| ACTIVITY |
Looking through the entries, count each line where the string "lists" occurs, and write only the total.

| MATERIAL SHOWN |

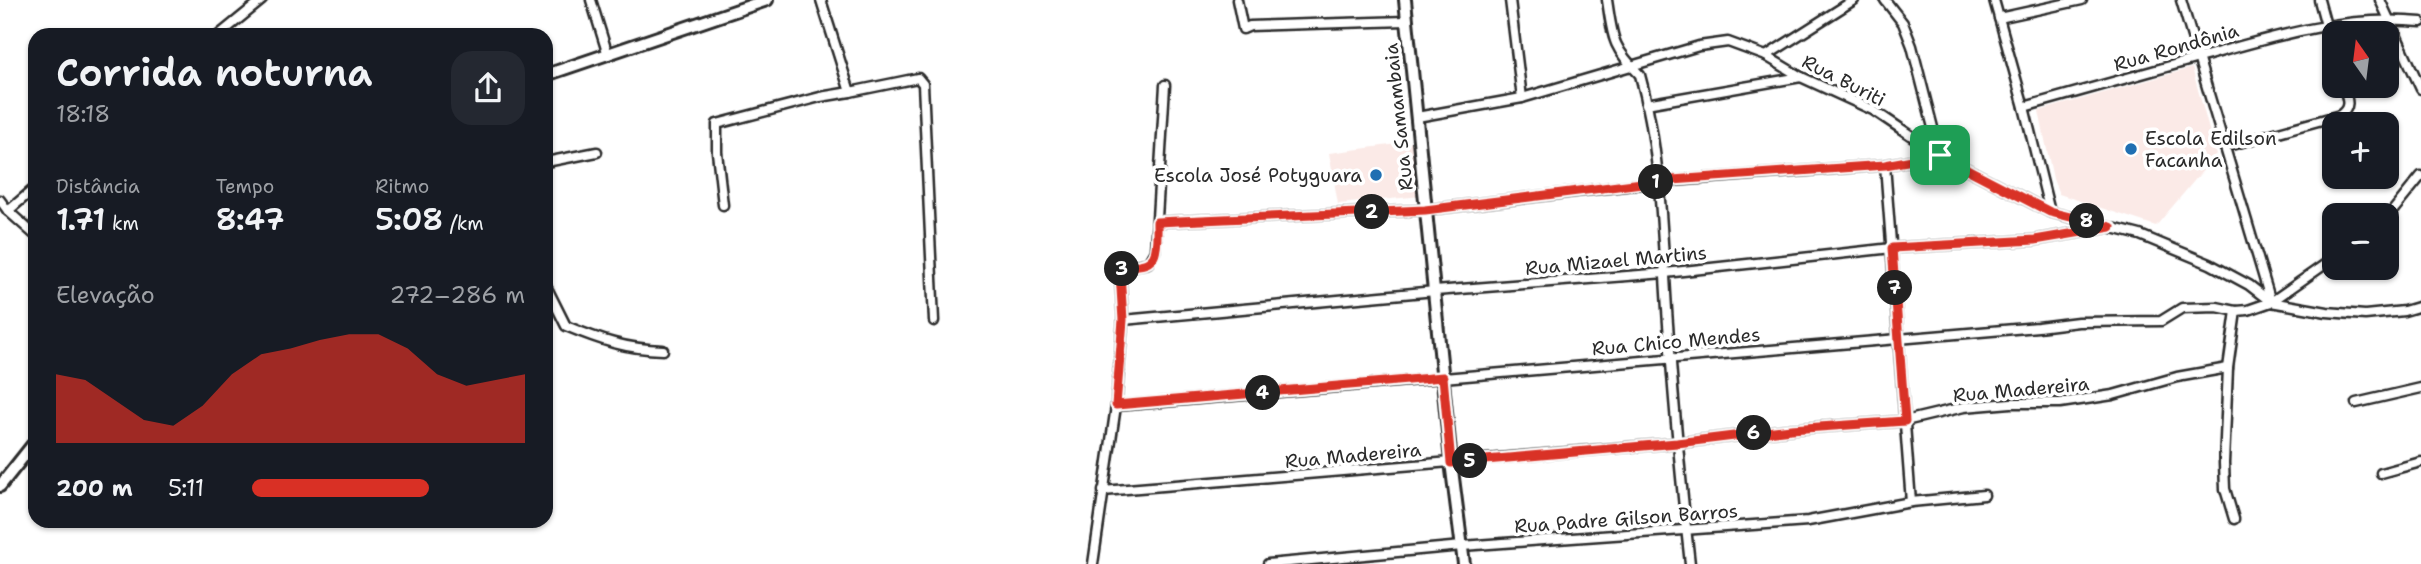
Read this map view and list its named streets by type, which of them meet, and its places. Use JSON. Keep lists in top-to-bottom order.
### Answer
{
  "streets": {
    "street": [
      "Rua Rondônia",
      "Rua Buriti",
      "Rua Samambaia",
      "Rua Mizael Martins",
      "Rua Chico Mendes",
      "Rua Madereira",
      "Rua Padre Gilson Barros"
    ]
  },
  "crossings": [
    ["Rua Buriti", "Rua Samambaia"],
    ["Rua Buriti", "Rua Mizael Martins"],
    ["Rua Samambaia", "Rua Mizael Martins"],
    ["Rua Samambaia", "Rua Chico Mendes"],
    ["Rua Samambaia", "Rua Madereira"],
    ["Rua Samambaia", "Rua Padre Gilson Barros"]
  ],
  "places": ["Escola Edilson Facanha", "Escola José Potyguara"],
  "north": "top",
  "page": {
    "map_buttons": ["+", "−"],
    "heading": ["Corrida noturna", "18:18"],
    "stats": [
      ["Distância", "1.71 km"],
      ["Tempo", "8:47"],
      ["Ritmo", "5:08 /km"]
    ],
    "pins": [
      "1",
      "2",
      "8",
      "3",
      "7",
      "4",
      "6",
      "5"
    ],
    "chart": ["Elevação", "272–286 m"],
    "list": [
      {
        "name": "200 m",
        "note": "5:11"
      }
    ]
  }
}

---

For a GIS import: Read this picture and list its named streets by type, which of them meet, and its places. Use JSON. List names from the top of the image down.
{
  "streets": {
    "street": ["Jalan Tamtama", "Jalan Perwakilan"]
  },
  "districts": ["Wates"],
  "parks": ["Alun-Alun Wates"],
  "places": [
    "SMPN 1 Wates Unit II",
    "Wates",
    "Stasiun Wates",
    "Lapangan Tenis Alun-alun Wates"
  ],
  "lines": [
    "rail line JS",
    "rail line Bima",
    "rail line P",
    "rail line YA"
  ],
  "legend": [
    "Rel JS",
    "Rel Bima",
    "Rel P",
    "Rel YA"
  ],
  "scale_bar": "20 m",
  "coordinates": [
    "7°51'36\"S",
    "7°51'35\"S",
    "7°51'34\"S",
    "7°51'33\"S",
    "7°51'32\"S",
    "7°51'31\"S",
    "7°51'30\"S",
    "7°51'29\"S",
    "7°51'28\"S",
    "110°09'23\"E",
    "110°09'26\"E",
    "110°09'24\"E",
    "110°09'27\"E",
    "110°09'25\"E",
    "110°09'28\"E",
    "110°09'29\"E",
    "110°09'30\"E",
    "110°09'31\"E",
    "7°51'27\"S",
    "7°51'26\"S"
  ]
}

--

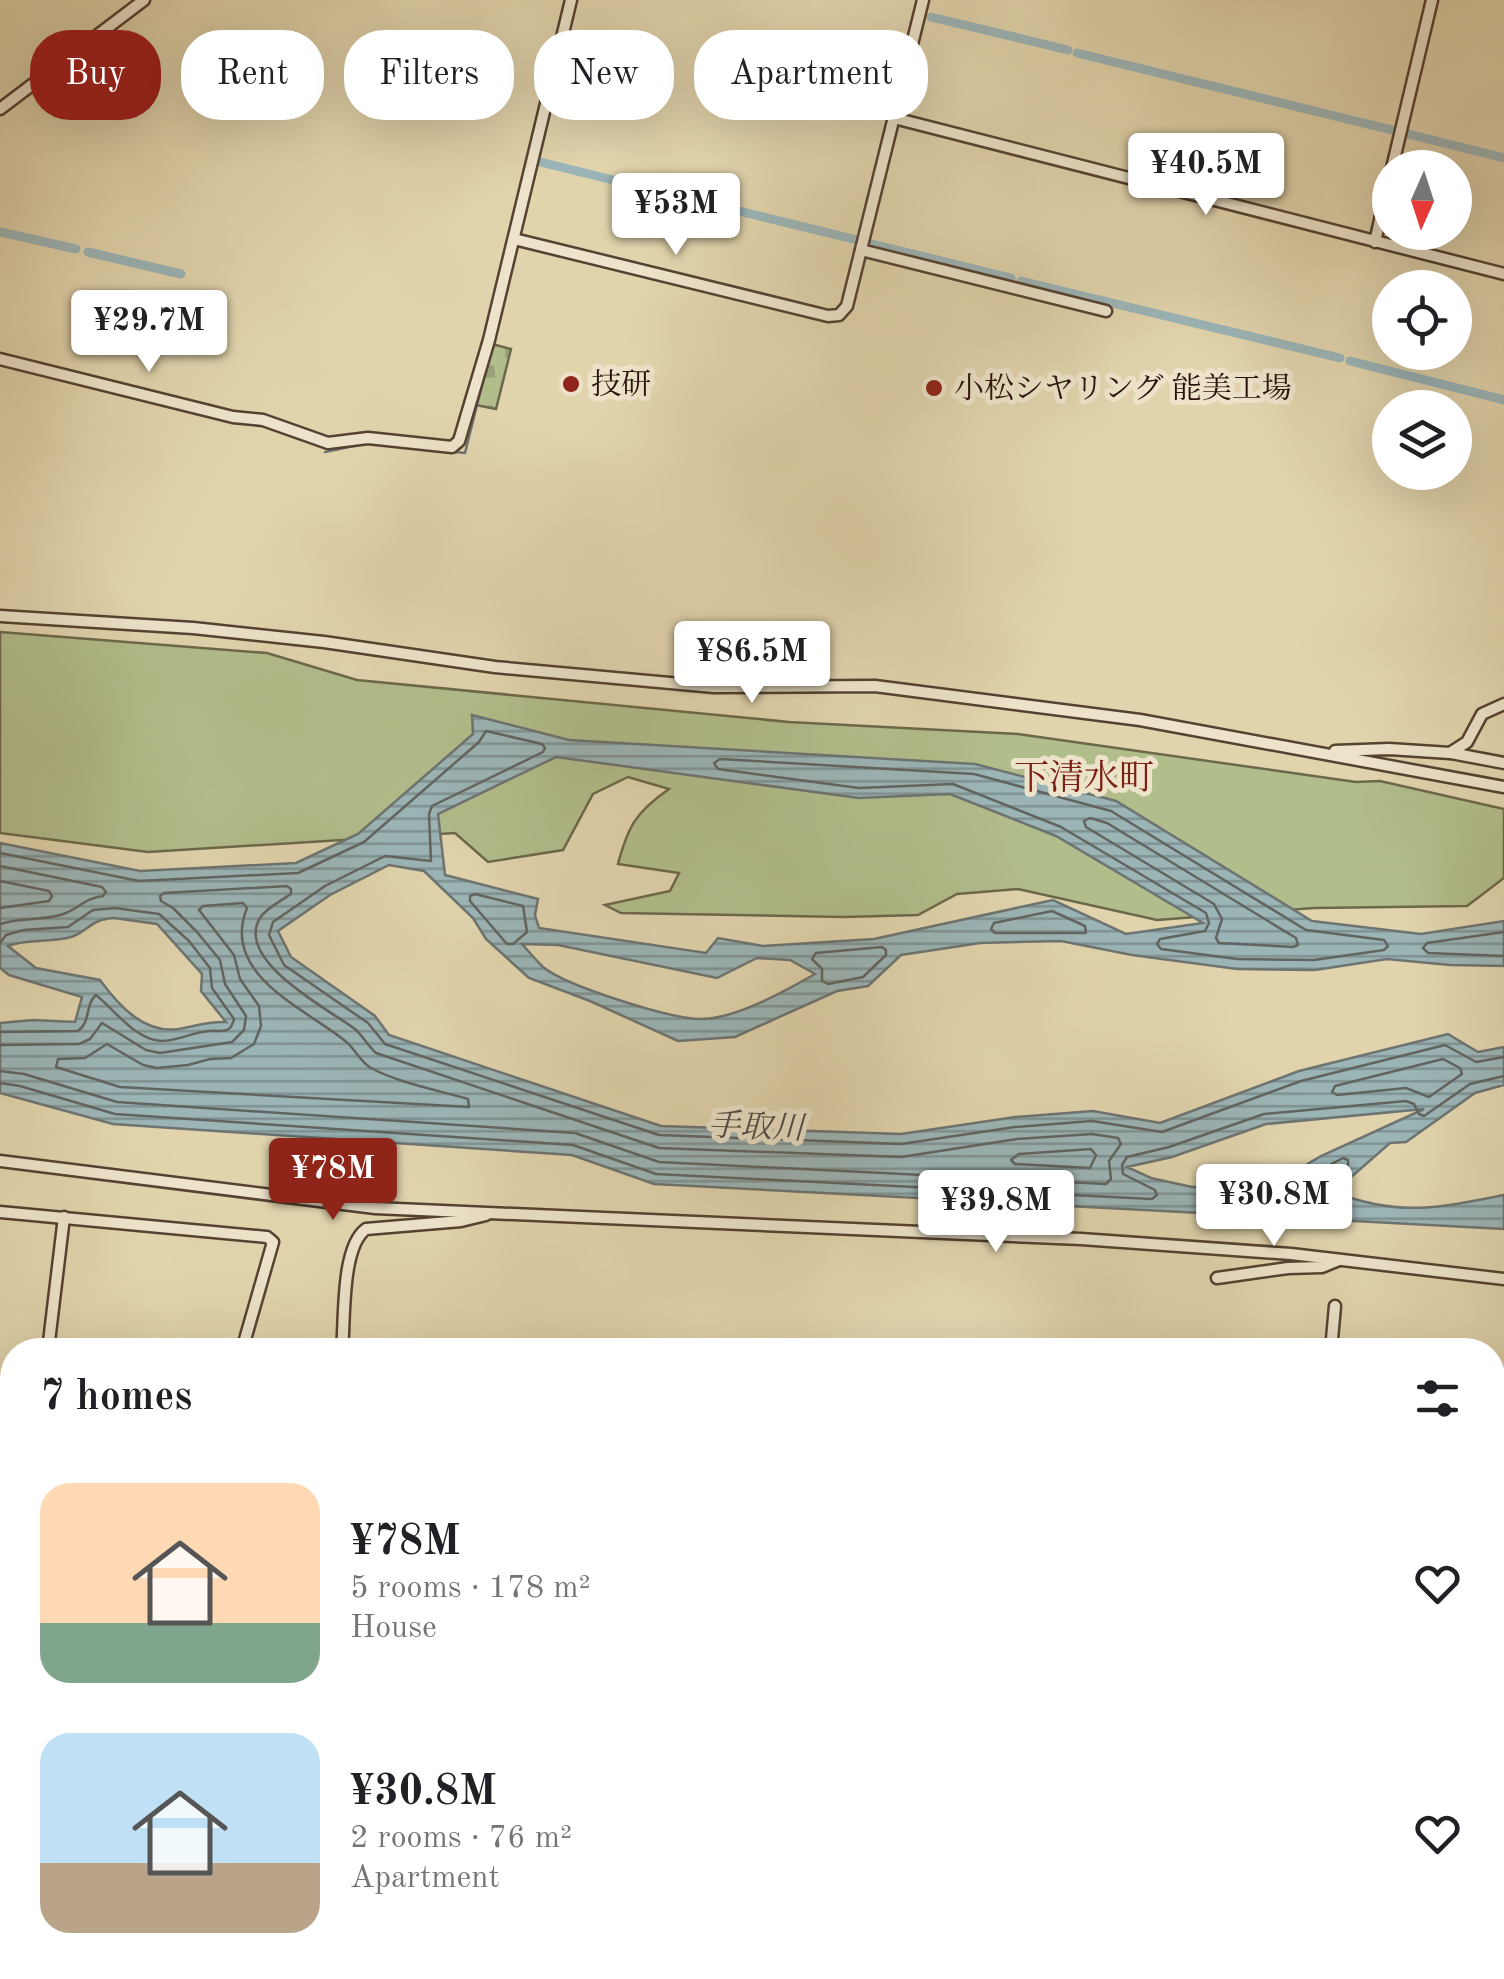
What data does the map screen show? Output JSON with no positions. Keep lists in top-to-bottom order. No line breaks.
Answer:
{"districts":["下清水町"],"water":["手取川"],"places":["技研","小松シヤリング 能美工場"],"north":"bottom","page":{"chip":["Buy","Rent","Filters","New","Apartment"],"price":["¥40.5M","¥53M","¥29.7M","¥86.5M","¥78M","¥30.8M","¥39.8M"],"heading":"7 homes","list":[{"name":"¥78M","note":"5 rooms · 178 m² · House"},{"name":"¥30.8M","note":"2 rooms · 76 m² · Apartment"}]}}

| EXERCISE OUTPUT |
2